Para entender os possíveis impactos que o Projeto de Lei (PL) nº 3.563/2024, que visa proibir quaisquer publicidade e patrocínio de casas de apostas teria no futebol brasileiro, o SBC Notícias Brasil conversou com Fernando Paz, diretor comercial da Absolut Sport.
SBC Notícias Brasil: Recentemente, o senador Randolfe Rodrigues protocolou um projeto de lei solicitando a proibição de propagandas de plataformas de apostas esportivas no Brasil. Um projeto como esse, perto da data de vigência da regulamentação, pode trazer insegurança jurídica para casas de apostas que desejam atuar no país?
Fernando Paz: Ainda está tudo muito nebuloso. Essas portarias que foram feitas após a realização do pedido de licença por parte das casas de apostas geram um desconforto muito grande para as casas. No que tange investimento e propaganda, essa medida causaria um furor muito grande. Hoje, os clubes estão recebendo investimentos enormes de casas de apostas, e isso afetaria a economia do futebol nacional.
SBC Notícias Brasil: Nesse mesmo projeto, também é vetado o patrocínio de eventos e de clubes esportivos. Atualmente, 15 dos 20 clubes da Série A têm patrocínio máster de casas de apostas. Qual seria o impacto financeiro dessa proibição?
Fernando Paz: 19 dos 20 times da Série A têm algum tipo de patrocínio de casas de apostas. Apenas o Cuiabá não tem patrocínio. O investimento injetado nos clubes é de, aproximadamente, R$ 450 milhões. Então, seria uma catástrofe para os clubes que estão vendo nesse investimento uma maneira de reforçar seu clube e sua estrutura. Seria um cenário bem caótico.
SBC Notícias Brasil: Poderíamos ver uma debandada de talento por conta dos efeitos financeiros da proibição?
Fernando Paz: Com certeza.

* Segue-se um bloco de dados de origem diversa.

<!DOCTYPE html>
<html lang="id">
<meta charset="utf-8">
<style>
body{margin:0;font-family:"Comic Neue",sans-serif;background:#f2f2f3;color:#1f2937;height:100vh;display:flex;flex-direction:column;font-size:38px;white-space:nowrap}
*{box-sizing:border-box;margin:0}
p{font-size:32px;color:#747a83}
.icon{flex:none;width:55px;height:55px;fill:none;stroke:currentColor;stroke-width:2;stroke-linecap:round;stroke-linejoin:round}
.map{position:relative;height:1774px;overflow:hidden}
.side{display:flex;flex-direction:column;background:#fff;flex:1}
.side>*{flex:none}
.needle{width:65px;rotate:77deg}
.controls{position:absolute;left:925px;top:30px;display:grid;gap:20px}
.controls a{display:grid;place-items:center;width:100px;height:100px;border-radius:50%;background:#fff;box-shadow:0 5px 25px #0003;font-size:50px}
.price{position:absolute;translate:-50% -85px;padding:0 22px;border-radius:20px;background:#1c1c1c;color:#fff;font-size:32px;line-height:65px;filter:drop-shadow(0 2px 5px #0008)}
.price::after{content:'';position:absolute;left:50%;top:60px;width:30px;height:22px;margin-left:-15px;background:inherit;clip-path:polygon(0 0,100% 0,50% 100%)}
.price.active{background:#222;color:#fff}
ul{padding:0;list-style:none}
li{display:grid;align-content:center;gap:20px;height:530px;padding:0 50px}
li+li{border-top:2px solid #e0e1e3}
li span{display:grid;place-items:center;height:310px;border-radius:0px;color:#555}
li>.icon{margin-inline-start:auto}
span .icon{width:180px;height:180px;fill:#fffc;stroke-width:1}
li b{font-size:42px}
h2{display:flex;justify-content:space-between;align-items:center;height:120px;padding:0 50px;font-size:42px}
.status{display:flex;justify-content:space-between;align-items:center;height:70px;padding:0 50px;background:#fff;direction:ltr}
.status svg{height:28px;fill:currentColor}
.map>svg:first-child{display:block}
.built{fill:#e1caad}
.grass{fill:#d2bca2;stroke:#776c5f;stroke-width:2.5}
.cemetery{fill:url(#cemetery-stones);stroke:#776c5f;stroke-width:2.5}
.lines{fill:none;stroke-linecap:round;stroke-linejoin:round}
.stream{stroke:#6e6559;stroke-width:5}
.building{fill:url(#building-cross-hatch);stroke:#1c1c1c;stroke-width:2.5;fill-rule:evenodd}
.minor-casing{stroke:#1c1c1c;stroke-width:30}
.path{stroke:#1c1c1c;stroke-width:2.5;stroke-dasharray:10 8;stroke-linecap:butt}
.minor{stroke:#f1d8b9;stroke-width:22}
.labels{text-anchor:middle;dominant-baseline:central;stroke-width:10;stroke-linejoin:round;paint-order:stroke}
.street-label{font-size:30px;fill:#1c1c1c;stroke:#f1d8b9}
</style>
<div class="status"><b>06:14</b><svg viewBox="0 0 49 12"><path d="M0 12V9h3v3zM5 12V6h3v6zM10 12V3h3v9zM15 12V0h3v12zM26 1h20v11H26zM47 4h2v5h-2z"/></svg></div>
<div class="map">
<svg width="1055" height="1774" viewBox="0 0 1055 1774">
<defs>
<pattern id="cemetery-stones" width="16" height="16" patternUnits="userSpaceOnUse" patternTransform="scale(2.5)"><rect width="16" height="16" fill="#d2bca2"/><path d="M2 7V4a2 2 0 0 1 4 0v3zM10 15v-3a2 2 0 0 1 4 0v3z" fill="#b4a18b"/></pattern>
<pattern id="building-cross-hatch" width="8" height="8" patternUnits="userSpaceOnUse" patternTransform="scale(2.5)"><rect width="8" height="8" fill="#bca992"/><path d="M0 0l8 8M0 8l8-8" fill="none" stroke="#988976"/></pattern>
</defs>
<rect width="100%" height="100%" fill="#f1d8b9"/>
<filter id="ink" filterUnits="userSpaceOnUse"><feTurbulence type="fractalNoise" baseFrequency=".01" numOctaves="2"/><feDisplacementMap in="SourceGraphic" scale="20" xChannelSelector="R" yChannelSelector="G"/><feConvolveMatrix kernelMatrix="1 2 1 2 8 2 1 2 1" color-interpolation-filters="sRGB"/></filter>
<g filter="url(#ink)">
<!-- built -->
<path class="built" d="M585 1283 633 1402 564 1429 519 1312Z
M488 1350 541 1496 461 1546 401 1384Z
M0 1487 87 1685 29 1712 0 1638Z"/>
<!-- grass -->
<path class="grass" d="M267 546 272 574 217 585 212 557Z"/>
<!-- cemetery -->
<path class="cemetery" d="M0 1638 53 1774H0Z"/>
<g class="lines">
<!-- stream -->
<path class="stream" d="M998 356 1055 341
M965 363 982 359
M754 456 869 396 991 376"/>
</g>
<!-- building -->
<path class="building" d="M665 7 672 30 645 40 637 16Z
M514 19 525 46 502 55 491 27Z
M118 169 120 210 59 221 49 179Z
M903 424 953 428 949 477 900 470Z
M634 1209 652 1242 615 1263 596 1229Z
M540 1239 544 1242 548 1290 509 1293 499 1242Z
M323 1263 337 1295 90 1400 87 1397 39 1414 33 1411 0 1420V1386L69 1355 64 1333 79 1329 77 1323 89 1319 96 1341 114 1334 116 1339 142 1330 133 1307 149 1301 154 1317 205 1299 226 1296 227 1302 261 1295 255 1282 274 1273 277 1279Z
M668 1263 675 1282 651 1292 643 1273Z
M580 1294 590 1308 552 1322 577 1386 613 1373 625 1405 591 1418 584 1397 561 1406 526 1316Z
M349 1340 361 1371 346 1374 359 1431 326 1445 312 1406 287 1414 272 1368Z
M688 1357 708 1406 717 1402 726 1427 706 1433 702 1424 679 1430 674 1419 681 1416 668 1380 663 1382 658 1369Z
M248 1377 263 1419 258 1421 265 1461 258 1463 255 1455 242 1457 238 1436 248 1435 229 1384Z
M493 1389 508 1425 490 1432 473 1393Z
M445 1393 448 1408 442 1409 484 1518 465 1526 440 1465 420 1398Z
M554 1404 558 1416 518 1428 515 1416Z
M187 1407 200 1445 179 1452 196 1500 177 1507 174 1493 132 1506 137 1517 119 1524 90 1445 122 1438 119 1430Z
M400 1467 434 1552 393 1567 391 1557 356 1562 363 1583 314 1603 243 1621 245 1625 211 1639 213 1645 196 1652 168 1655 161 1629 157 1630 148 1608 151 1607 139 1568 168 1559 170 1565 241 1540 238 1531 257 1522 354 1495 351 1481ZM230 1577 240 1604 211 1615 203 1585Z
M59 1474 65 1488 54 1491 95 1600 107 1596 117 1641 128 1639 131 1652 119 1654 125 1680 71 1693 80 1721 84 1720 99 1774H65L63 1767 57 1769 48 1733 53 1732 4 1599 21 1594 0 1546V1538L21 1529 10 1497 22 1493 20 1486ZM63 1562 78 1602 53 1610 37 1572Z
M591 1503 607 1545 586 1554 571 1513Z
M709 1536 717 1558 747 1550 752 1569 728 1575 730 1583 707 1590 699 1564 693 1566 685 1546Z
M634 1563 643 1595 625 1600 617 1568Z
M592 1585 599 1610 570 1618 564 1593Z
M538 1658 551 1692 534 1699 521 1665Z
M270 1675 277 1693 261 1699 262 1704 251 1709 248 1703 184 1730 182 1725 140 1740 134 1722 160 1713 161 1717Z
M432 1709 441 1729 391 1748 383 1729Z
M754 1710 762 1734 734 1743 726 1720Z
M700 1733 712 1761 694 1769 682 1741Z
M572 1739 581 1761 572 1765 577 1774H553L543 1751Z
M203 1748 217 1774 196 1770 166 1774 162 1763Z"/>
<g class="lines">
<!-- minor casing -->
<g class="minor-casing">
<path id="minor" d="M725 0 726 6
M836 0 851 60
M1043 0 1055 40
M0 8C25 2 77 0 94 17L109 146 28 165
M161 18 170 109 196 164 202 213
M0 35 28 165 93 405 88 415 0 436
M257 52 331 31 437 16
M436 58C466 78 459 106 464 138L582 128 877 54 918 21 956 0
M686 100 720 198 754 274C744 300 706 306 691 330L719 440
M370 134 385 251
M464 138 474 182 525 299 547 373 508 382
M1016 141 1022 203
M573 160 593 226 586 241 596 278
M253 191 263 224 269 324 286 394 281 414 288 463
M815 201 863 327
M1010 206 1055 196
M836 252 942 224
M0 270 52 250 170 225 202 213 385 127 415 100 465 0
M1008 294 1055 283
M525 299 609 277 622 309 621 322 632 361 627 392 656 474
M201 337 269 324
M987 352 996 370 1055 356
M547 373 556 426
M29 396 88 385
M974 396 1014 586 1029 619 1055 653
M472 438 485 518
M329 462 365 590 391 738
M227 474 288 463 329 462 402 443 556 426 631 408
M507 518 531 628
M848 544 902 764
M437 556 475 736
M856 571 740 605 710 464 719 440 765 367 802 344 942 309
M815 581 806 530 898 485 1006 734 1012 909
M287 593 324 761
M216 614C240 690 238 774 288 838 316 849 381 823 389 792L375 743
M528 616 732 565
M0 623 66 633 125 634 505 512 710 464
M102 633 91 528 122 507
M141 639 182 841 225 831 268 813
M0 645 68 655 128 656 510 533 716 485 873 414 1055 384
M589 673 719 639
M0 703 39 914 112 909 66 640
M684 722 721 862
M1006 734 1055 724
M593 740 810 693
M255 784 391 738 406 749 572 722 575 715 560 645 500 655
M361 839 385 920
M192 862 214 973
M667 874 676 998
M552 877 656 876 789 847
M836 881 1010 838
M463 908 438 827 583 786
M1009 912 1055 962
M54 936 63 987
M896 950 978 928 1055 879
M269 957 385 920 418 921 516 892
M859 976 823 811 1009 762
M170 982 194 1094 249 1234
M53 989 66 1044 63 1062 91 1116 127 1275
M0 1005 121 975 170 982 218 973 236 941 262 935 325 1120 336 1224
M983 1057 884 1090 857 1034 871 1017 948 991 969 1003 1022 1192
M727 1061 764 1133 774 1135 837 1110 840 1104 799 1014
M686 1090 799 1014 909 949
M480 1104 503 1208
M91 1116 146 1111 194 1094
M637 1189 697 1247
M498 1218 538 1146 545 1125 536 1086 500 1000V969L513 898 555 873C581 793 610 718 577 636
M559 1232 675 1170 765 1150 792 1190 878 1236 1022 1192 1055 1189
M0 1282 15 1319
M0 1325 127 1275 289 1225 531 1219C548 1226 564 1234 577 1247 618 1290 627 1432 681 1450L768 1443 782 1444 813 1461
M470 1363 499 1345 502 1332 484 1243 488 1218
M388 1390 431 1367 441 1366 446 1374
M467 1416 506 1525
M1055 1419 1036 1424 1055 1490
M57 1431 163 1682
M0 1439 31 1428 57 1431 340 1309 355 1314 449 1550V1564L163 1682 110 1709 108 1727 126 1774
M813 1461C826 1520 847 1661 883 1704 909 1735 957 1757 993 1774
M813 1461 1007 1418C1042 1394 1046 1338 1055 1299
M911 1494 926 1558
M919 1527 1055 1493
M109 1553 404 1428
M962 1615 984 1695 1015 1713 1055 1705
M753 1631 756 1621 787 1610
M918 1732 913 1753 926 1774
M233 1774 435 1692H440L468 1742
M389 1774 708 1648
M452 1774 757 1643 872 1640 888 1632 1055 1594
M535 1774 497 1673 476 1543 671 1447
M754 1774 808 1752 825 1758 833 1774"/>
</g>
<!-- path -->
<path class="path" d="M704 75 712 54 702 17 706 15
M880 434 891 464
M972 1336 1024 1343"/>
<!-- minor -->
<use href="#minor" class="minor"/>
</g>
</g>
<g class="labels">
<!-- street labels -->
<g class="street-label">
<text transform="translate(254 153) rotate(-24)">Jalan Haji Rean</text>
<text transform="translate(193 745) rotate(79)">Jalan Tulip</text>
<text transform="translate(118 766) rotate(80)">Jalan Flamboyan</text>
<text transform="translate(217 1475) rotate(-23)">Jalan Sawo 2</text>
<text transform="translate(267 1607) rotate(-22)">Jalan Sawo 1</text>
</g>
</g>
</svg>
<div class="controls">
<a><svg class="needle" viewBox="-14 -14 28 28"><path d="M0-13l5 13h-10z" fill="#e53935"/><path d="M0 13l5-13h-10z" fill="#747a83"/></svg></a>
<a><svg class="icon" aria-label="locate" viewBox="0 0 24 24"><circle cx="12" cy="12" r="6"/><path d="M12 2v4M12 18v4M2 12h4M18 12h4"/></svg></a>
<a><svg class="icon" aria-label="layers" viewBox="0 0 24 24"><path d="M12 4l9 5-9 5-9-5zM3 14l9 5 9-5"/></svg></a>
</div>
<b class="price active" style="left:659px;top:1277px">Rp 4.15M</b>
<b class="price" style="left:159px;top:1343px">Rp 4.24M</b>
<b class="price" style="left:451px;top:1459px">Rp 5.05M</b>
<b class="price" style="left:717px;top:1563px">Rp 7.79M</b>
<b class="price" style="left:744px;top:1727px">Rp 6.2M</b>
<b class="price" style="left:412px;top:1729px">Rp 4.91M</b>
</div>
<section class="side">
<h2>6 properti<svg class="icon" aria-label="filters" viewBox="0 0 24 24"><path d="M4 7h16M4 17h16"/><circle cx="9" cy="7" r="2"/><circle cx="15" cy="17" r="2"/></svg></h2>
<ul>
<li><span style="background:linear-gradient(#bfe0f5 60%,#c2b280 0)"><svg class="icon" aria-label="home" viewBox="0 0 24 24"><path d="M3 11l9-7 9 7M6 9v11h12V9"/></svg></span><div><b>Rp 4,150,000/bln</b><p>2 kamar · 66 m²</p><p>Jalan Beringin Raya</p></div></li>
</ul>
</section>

Hoje, os clubes esperam os investimentos nesse patamar e, se você for dar um passo para trás, vai ser muito difícil voltar a ter esses valores investidos por outras marcas. O mercado não chega aos valores que estão sendo praticados pelas casas de apostas. Então, seria bem-complicado para os clubes, que não estão preparados para isso.
Tem clube que teve um salto de patrocínio máster de R$ 5 milhões para R$ 25 milhões. Ficaria muito complicado para todo o ecossistema do futebol. Muitos jogadores que estão recebendo salário de nível europeu não conseguiriam ter os seus contratos honrados pelos clubes.

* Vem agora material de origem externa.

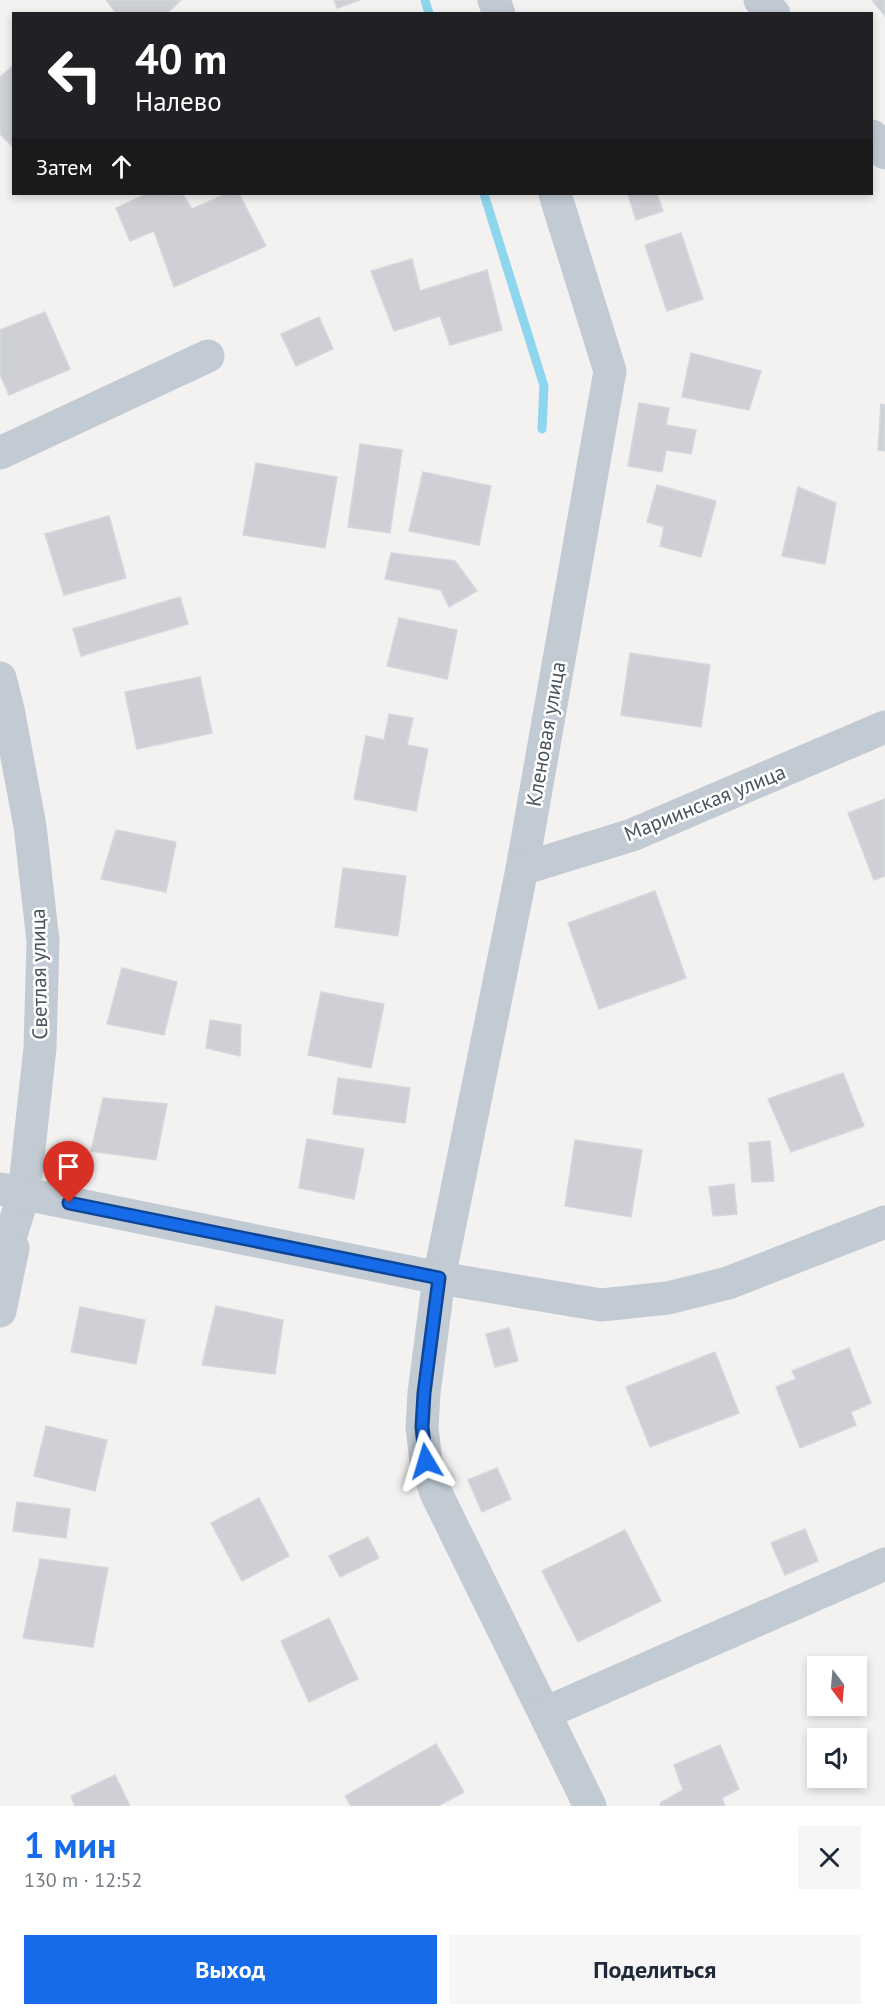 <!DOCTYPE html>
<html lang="ru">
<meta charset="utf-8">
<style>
body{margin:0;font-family:"PT Sans",sans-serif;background:#f6f6f7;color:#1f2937;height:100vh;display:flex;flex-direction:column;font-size:22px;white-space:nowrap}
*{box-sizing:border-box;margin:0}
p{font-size:20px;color:#747a83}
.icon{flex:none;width:33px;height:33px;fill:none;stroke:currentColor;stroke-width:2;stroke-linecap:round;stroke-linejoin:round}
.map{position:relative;height:1806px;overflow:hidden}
.panel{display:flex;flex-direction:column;background:#fff;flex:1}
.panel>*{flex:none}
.banner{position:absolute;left:12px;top:12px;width:861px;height:183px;border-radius:0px;box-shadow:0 3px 9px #0003;background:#202124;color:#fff;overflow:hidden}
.needle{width:39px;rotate:164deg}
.fabs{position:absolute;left:807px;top:1656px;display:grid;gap:12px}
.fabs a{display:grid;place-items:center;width:60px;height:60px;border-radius:0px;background:#fff;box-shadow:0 3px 9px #0003;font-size:30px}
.pin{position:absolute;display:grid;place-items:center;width:51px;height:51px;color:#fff;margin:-62px -26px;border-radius:50% 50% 50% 0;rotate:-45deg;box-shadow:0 0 6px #0007}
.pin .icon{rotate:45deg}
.me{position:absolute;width:66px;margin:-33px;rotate:353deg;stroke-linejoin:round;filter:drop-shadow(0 0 4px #0008)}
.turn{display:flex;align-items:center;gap:21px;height:126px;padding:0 24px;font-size:27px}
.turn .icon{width:78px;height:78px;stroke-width:2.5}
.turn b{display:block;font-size:42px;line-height:51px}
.then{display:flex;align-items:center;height:57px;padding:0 24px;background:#0003;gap:12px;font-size:22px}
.round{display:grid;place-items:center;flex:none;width:63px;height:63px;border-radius:0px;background:#f6f6f7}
.overview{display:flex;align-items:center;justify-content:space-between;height:102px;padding:0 24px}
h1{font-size:36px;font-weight:700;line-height:45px;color:#166be9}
.action{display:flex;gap:12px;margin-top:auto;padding:12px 24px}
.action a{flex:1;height:69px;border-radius:0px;background:#166be9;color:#fff;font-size:24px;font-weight:700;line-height:69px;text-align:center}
.action a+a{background:#f6f6f7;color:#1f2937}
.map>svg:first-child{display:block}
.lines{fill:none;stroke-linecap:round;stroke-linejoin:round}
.stream{stroke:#8dd6ee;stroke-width:9}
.building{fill:#ced0d6;stroke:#d5d7dd;stroke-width:1.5}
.minor{stroke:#c2cbd3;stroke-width:33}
.route-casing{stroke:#0e4697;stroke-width:15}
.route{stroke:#166be9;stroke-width:10}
.labels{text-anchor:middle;stroke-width:5;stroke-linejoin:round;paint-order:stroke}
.street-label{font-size:21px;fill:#49545f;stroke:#fff}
</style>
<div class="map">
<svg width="885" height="1806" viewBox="0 0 885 1806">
<rect width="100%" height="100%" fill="#f4f1f1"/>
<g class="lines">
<!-- stream -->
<g class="stream">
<path d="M425 0 429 14"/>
<path d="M484 194 544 386 542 429"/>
</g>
</g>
<!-- building -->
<g class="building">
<path d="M106 0H181L166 14H117Z"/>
<path d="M334 0H360L337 8Z"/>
<path d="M872 0H885V16Z"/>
<path d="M14 65V148L0 134V77Z"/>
<path d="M146 194H169L171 196 183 195 192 209 226 194H239L266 246 174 287 154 231 130 241 116 208Z"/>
<path d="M628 194H657L663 211 636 220Z"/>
<path d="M681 233 703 299 667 311 645 245Z"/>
<path d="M412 259 420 291 487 270 502 330 450 345 440 316 394 331 371 271Z"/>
<path d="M45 312 70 369 9 395 0 374V330Z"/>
<path d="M319 317 333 349 296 366 281 334Z"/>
<path d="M691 353 761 371 749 410 682 397Z"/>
<path d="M639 403 669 408 666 425 696 430 691 454 666 450 662 472 628 466Z"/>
<path d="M881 404 885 405V451L878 450Z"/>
<path d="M360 444 402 450 390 533 348 527Z"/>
<path d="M256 463 337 477 325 548 243 535Z"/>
<path d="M423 472 491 486 479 545 409 531Z"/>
<path d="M657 485 716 501 701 557 660 546 664 527 647 522Z"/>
<path d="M798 487 836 503 825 564 782 556Z"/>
<path d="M109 516 126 578 64 595 45 534Z"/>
<path d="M391 553 455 561 477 591 449 607 441 590 385 579Z"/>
<path d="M180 597 188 624 81 656 73 629Z"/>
<path d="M399 618 457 630 447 679 387 666Z"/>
<path d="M630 653 710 665 701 727 621 715Z"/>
<path d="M200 677 212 733 137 749 125 692Z"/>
<path d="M389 714 413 718 407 745 428 749 416 811 354 799 366 736 384 740Z"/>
<path d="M885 799V876L874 880 848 813Z"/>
<path d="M116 830 176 842 166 892 101 879Z"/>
<path d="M343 868 406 876 398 936 335 927Z"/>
<path d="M655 891 686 978 599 1009 568 923Z"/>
<path d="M122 968 177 982 164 1035 107 1024Z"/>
<path d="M321 992 384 1004 371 1068 308 1055Z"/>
<path d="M210 1020 241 1025 240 1056 206 1048Z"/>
<path d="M843 1073 864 1126 791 1152 768 1099Z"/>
<path d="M338 1078 410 1088 405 1123 333 1114Z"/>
<path d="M103 1098 167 1104 156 1160 91 1151Z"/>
<path d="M307 1139 364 1149 354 1199 299 1188Z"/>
<path d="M575 1140 642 1150 631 1217 565 1206Z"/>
<path d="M770 1141 774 1181 752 1182 749 1143Z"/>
<path d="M734 1184 737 1214 713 1216 709 1187Z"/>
<path d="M216 1306 283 1320 275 1374 202 1365Z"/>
<path d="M80 1307 145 1320 136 1364 71 1352Z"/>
<path d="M509 1328 518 1361 495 1367 486 1334Z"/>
<path d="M849 1348 871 1403 851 1412 856 1425 800 1448 776 1387 796 1379 792 1371Z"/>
<path d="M715 1352 739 1413 650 1447 626 1387Z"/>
<path d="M46 1426 107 1440 95 1491 34 1476Z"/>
<path d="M497 1468 511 1499 482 1512 468 1480Z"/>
<path d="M259 1498 289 1556 242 1581 211 1523Z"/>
<path d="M17 1502 70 1509 66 1538 13 1531Z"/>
<path d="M805 1529 818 1561 785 1575 771 1543Z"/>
<path d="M625 1530 661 1601 578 1642 542 1571Z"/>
<path d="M368 1537 379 1558 340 1577 329 1556Z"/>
<path d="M40 1559 108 1568 93 1647 23 1638Z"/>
<path d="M329 1618 358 1679 309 1702 281 1641Z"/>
<path d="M436 1744 464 1792 438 1806H351L345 1796Z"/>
<path d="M720 1745 739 1789 722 1798 725 1806H661L660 1803 683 1790 674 1765Z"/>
<path d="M115 1775 130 1806H75L71 1796Z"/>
</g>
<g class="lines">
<!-- minor -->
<g class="minor">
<path d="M494 0 499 14"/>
<path d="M760 0 774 14"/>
<path d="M872 136 885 153"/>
<path d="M555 194 610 371 522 869 439 1278 424 1393 422 1427 426 1462 436 1493 590 1806"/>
<path d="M0 453 208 356"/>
<path d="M0 678 8 709 30 826 43 941 40 1048 24 1194 0 1269"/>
<path d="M522 869 632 835 885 727"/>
<path d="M0 1189 439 1278 601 1305 668 1298 728 1283 885 1222"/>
<path d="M0 1311 13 1248"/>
<path d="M545 1713 885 1564"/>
</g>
</g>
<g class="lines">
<defs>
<path id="route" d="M69 1203 439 1278 424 1393 422 1427 426 1461"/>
</defs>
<!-- route casing -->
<use href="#route" class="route-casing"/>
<!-- route -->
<use href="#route" class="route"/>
</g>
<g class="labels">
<!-- street labels -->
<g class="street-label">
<text transform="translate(546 734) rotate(-80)" y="7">Кленовая улица</text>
<text transform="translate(705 803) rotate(-22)" y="7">Мариинская улица</text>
<text transform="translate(39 974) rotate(-91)" y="7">Светлая улица</text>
</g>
</g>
</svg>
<div class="fabs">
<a><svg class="needle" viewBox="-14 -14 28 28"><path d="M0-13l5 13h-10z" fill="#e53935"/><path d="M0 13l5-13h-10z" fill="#747a83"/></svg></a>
<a><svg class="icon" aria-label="sound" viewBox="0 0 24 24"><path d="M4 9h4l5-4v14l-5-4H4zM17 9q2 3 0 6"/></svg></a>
</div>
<div class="pin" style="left:69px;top:1203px;background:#d93025"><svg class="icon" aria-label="arrive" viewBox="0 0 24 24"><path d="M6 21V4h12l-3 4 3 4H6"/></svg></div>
<svg class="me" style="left:426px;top:1461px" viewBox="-20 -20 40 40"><path d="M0-17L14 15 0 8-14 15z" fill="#166be9" stroke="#fff" stroke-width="4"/></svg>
<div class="banner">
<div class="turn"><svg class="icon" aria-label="left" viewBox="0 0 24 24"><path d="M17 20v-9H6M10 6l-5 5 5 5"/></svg><div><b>40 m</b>Налево</div></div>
<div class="then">Затем<svg class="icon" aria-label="ahead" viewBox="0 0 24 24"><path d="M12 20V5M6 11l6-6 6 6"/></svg></div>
</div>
</div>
<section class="panel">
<div class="overview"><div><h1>1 мин</h1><p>130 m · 12:52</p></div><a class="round"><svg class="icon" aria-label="close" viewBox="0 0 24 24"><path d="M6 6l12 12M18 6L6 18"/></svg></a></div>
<div class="action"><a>Выход</a><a>Поделиться</a></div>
</section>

SBC Notícias Brasil: Estamos passando por um processo importante de negociação de venda de direitos televisivos do próximo ciclo. Essa proibição pode impactar o valor oferecido aos clubes?
Fernando Paz: A cota de mídia, historicamente, sempre foi muito bem-vendida, principalmente falando de eventos que passam na Globo. Hoje, está mais fácil conseguir o investimento por conta das casas de apostas, então, afetaria com certeza. Atualmente, a maior parte do investimento do esporte brasileiro vem das casas de apostas.
SBC Notícias Brasil: De acordo com o PL, seriam proibidas propagandas em todas as propriedades, incluindo naming rights de estádios. Dessa forma, o impacto econômico não estaria restrito apenas aos patrocínios e aos direitos televisivos. Qual o tamanho do prejuízo que isso traria?
Fernando Paz: O impacto seria geral, é um ‘novo’ dinheiro na rua, que beneficia não apenas os clubes, mas também as competições e os embaixadores. Hoje, se você for ver, são poucos os ex-jogadores de futebol que não têm contrato com alguma casa de apostas. Então, você está ajudando com a renda de uma pessoa que não pratica mais o esporte.
O giro da economia do esporte está muito pautado no investimento das casas de apostas. Você tirar esse investimento, sem um aviso prévio, seria muito prejudicial. Se eles falassem que, daqui a cinco anos, não poderá ter esse investimento, tudo bem, todos poderiam se programar. O problema é fazer isso hoje, em um cenário em que o investimento vem crescendo ano após ano. Se vier uma proibição amanhã, isso afetaria todo mundo.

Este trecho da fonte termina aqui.